Records excerpted from a collection:
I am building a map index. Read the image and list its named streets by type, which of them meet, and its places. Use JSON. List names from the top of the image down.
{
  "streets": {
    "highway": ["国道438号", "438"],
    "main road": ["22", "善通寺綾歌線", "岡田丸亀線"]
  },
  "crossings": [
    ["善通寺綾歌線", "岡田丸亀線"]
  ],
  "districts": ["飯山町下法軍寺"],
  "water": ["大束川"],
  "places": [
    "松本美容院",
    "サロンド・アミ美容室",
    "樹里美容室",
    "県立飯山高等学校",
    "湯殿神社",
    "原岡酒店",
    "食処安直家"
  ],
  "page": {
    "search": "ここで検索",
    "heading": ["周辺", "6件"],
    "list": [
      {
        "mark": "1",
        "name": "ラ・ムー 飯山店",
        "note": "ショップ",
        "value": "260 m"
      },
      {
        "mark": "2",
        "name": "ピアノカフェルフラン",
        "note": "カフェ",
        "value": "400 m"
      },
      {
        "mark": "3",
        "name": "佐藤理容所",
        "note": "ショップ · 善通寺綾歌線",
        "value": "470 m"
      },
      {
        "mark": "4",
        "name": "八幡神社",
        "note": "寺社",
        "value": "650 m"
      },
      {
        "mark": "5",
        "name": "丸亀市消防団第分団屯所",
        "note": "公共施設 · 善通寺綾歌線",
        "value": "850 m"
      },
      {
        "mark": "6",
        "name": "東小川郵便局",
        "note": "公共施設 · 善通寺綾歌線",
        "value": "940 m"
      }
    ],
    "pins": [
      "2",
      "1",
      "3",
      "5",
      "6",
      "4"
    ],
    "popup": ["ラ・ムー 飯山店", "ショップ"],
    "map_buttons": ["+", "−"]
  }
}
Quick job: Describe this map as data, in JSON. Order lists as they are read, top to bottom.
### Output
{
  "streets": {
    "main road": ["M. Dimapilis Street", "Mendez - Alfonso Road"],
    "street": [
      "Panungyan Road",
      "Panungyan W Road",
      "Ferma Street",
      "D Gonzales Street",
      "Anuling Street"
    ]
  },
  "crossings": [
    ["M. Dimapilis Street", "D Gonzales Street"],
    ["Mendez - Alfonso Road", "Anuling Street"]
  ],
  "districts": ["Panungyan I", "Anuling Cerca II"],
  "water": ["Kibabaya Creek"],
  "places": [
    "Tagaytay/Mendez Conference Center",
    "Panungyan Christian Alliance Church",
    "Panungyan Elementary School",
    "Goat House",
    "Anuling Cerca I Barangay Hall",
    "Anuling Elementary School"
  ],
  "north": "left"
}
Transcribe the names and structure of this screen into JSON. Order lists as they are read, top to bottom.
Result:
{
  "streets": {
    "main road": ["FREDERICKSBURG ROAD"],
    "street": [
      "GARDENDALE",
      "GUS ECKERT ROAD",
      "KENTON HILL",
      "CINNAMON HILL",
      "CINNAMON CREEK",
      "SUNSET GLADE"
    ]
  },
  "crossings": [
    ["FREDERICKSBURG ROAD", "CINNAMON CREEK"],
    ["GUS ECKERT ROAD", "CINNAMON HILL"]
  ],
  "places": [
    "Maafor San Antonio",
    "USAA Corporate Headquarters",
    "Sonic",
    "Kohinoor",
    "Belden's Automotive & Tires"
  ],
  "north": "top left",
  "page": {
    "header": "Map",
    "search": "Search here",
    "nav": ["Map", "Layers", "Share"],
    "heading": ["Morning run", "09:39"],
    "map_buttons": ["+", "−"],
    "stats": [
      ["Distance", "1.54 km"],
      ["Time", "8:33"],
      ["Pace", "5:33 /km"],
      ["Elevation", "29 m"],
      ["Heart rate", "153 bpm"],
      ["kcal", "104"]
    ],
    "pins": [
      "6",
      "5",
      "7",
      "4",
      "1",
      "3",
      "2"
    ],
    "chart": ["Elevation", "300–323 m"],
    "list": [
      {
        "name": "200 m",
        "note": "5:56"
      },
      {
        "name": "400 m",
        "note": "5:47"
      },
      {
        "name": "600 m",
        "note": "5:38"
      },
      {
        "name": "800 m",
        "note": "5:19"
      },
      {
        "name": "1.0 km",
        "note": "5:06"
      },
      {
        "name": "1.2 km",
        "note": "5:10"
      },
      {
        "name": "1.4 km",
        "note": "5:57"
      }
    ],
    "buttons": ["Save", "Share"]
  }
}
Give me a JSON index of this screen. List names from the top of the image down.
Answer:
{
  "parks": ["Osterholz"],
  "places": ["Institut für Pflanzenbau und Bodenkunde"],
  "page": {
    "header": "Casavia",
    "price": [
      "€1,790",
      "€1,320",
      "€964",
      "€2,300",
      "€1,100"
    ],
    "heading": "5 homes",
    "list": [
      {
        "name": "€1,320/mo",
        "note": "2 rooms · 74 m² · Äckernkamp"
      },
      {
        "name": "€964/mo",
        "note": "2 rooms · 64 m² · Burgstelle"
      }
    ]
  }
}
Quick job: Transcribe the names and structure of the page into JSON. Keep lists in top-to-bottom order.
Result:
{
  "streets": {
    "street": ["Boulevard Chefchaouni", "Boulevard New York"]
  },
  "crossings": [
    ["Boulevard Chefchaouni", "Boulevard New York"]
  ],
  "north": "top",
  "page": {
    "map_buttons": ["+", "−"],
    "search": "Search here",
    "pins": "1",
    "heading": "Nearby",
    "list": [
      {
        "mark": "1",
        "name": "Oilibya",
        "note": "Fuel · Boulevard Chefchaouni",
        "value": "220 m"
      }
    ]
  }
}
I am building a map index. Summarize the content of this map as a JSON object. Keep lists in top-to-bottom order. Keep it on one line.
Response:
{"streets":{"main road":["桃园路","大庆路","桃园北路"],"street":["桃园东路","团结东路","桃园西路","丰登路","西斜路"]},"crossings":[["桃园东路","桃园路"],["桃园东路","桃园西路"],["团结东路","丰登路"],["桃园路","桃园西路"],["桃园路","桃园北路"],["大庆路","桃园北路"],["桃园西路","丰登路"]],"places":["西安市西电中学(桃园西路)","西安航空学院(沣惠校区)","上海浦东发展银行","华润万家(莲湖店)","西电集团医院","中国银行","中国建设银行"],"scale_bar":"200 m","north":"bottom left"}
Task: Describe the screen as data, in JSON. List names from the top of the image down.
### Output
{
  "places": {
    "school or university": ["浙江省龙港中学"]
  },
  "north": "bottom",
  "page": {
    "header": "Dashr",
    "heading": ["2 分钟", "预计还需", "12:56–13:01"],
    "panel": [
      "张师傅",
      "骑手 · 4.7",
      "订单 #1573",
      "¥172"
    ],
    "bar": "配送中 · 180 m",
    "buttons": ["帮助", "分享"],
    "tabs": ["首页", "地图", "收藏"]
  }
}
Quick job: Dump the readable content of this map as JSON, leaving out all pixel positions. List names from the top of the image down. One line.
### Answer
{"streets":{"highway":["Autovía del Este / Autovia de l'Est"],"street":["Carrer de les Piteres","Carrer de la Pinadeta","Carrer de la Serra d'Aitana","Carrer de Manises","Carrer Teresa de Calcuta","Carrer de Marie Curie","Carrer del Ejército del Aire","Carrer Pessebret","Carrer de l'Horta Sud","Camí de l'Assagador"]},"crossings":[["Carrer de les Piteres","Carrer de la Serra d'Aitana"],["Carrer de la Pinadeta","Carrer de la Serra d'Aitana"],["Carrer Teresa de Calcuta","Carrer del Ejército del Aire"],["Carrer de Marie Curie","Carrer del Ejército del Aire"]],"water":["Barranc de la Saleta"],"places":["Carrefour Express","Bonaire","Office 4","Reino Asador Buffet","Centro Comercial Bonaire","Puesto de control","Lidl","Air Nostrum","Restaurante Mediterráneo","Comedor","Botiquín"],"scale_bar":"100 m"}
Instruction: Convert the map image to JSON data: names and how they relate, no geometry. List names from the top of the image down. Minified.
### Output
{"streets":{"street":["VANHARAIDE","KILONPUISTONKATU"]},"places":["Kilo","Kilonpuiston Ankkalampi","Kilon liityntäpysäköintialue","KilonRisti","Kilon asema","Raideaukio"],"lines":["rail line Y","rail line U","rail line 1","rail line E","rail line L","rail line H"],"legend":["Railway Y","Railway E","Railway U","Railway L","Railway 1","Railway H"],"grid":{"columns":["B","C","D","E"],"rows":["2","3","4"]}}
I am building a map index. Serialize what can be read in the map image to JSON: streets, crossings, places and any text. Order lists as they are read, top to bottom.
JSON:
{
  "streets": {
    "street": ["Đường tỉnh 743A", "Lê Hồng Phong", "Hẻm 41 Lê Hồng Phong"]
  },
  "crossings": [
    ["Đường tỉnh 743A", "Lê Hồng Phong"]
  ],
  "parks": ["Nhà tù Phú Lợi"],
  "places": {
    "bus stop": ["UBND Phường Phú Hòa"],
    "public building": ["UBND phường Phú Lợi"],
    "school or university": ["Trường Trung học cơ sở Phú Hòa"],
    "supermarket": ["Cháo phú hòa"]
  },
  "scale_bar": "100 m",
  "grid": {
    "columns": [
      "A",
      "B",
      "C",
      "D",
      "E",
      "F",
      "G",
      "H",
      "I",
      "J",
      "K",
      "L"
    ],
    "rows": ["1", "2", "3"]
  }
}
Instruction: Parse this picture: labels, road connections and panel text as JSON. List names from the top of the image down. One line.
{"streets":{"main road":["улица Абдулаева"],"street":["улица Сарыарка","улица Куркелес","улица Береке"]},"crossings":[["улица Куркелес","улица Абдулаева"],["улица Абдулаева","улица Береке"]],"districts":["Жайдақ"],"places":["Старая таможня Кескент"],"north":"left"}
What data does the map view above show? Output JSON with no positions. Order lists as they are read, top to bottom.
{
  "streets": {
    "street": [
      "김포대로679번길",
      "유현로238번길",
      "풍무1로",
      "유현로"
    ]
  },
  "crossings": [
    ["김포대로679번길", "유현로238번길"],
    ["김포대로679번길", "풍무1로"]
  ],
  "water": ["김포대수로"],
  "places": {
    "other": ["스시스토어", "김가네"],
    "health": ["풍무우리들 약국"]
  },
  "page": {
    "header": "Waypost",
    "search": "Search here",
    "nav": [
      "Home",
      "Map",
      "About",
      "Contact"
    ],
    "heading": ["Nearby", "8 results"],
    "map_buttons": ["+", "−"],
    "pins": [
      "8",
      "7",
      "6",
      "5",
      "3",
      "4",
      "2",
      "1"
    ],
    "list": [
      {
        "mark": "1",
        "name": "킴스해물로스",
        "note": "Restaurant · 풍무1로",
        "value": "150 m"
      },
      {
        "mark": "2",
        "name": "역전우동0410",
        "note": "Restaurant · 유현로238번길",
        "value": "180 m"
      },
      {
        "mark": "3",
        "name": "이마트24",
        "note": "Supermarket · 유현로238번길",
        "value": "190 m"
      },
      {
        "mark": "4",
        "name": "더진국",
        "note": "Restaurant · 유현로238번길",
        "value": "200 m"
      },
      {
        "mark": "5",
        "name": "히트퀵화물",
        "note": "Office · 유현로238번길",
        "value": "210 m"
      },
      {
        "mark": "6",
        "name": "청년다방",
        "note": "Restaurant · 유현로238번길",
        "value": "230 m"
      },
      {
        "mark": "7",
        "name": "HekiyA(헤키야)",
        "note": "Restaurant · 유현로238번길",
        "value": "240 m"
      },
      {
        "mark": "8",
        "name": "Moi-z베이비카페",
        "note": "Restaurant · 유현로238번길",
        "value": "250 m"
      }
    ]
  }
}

◆ Aim of the task:
Starting at the line above that holds "I am building a map index. Summarize" and ending at the line that holds "Quick job: Dump", transcribe each line exactly and include no other lines.

◆ Result of this exercise:
I am building a map index. Summarize the content of this map as a JSON object. Keep lists in top-to-bottom order. Keep it on one line.
Response:
{"streets":{"main road":["桃园路","大庆路","桃园北路"],"street":["桃园东路","团结东路","桃园西路","丰登路","西斜路"]},"crossings":[["桃园东路","桃园路"],["桃园东路","桃园西路"],["团结东路","丰登路"],["桃园路","桃园西路"],["桃园路","桃园北路"],["大庆路","桃园北路"],["桃园西路","丰登路"]],"places":["西安市西电中学(桃园西路)","西安航空学院(沣惠校区)","上海浦东发展银行","华润万家(莲湖店)","西电集团医院","中国银行","中国建设银行"],"scale_bar":"200 m","north":"bottom left"}
Task: Describe the screen as data, in JSON. List names from the top of the image down.
### Output
{
  "places": {
    "school or university": ["浙江省龙港中学"]
  },
  "north": "bottom",
  "page": {
    "header": "Dashr",
    "heading": ["2 分钟", "预计还需", "12:56–13:01"],
    "panel": [
      "张师傅",
      "骑手 · 4.7",
      "订单 #1573",
      "¥172"
    ],
    "bar": "配送中 · 180 m",
    "buttons": ["帮助", "分享"],
    "tabs": ["首页", "地图", "收藏"]
  }
}
Quick job: Dump the readable content of this map as JSON, leaving out all pixel positions. List names from the top of the image down. One line.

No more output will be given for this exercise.